◆ **What the exercise asks**: From the line that contains "Instruction: Convert the" down to the last line of the data below, transcribe every line exactly.

◆ **Supplied data**:
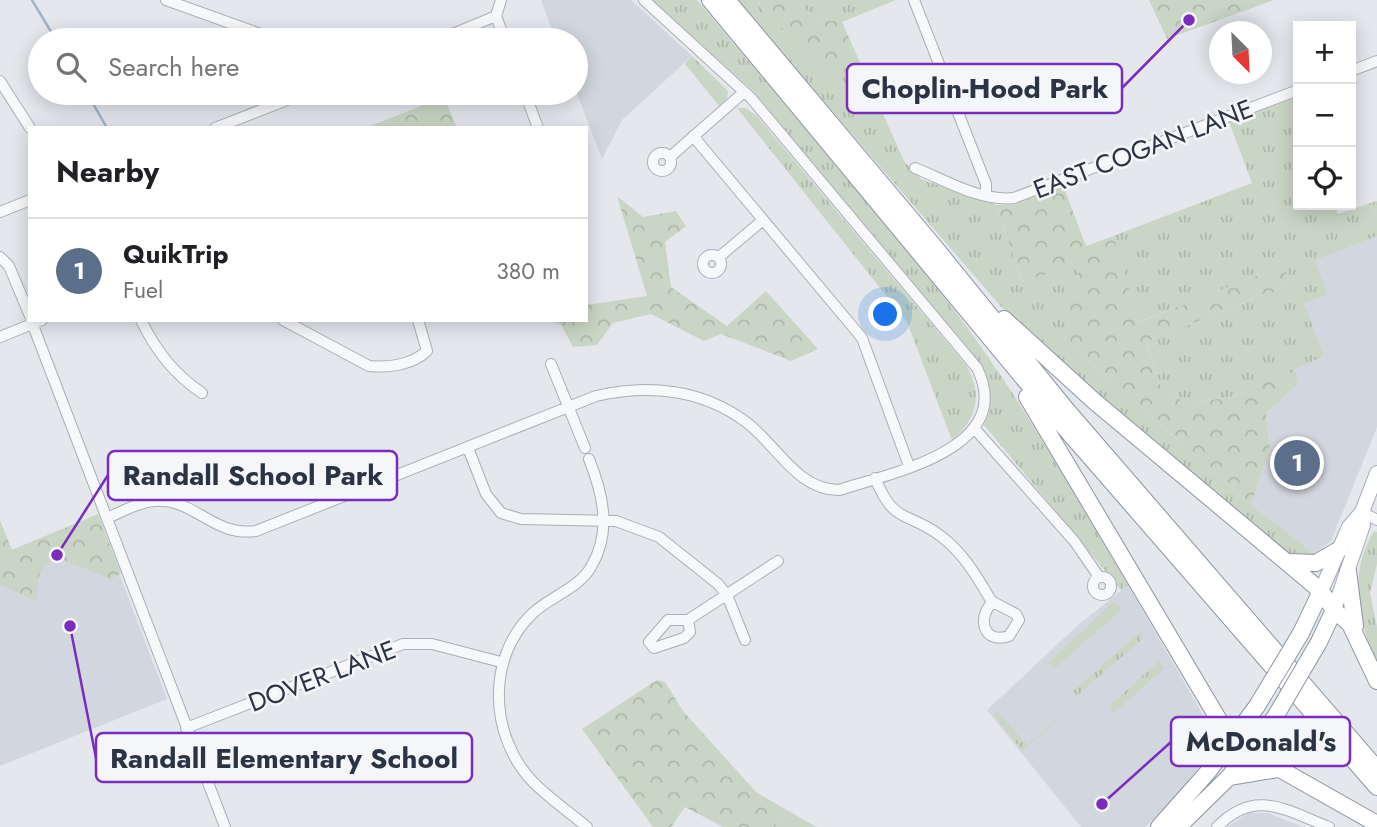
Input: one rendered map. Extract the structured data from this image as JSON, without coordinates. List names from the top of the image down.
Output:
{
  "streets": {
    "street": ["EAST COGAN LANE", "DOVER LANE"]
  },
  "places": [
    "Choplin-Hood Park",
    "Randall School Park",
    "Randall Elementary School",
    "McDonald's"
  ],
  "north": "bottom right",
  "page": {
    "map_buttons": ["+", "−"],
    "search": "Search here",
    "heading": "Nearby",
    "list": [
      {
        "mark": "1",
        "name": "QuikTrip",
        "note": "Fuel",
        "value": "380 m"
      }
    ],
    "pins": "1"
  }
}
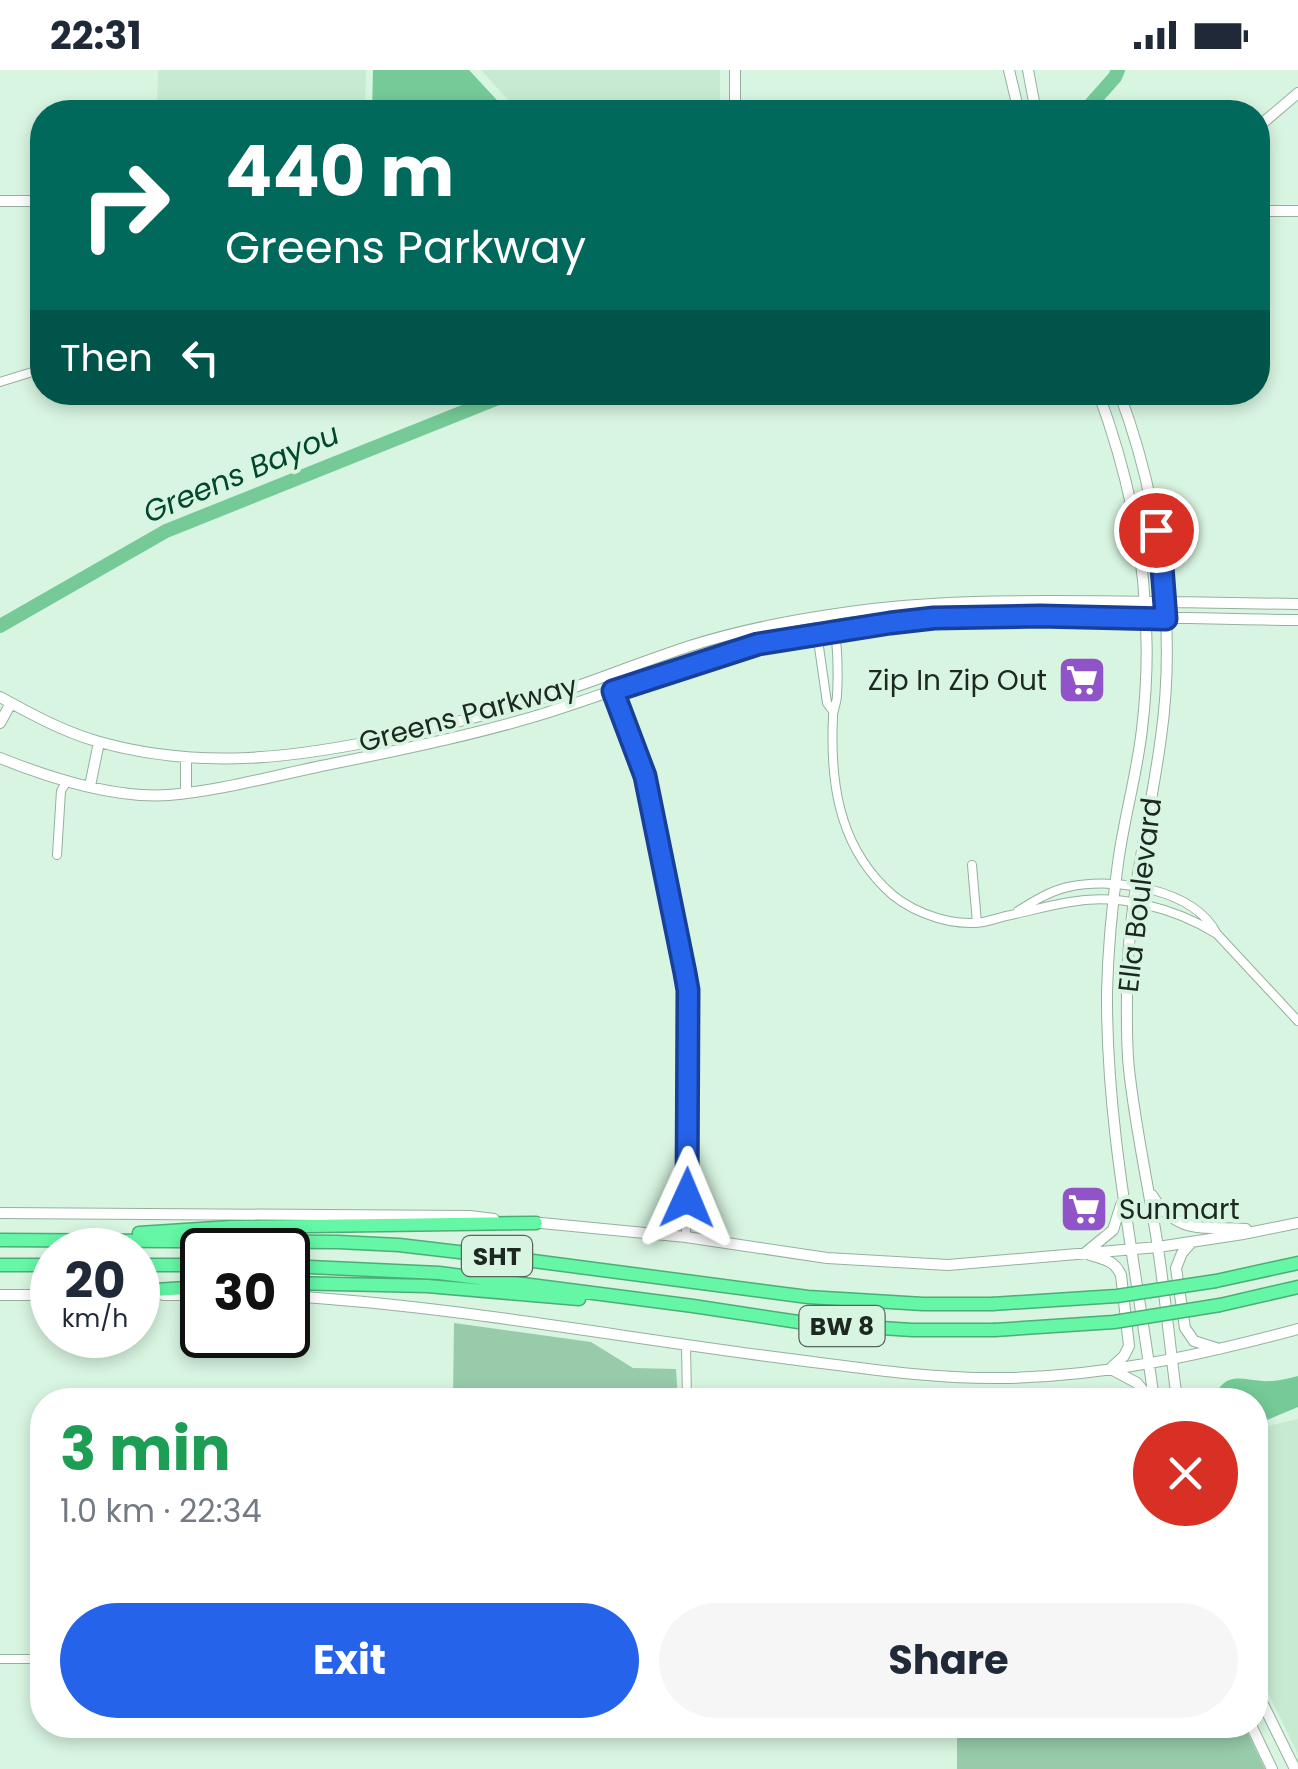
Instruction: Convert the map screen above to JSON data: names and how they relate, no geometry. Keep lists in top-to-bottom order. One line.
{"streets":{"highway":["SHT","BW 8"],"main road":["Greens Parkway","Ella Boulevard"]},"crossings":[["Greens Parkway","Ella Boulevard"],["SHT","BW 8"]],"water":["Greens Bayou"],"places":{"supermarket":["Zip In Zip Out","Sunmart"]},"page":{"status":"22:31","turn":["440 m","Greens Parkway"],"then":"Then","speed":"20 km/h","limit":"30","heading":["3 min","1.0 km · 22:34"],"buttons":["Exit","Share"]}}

◆ **The answer**:
Instruction: Convert the map screen above to JSON data: names and how they relate, no geometry. Keep lists in top-to-bottom order. One line.
{"streets":{"highway":["SHT","BW 8"],"main road":["Greens Parkway","Ella Boulevard"]},"crossings":[["Greens Parkway","Ella Boulevard"],["SHT","BW 8"]],"water":["Greens Bayou"],"places":{"supermarket":["Zip In Zip Out","Sunmart"]},"page":{"status":"22:31","turn":["440 m","Greens Parkway"],"then":"Then","speed":"20 km/h","limit":"30","heading":["3 min","1.0 km · 22:34"],"buttons":["Exit","Share"]}}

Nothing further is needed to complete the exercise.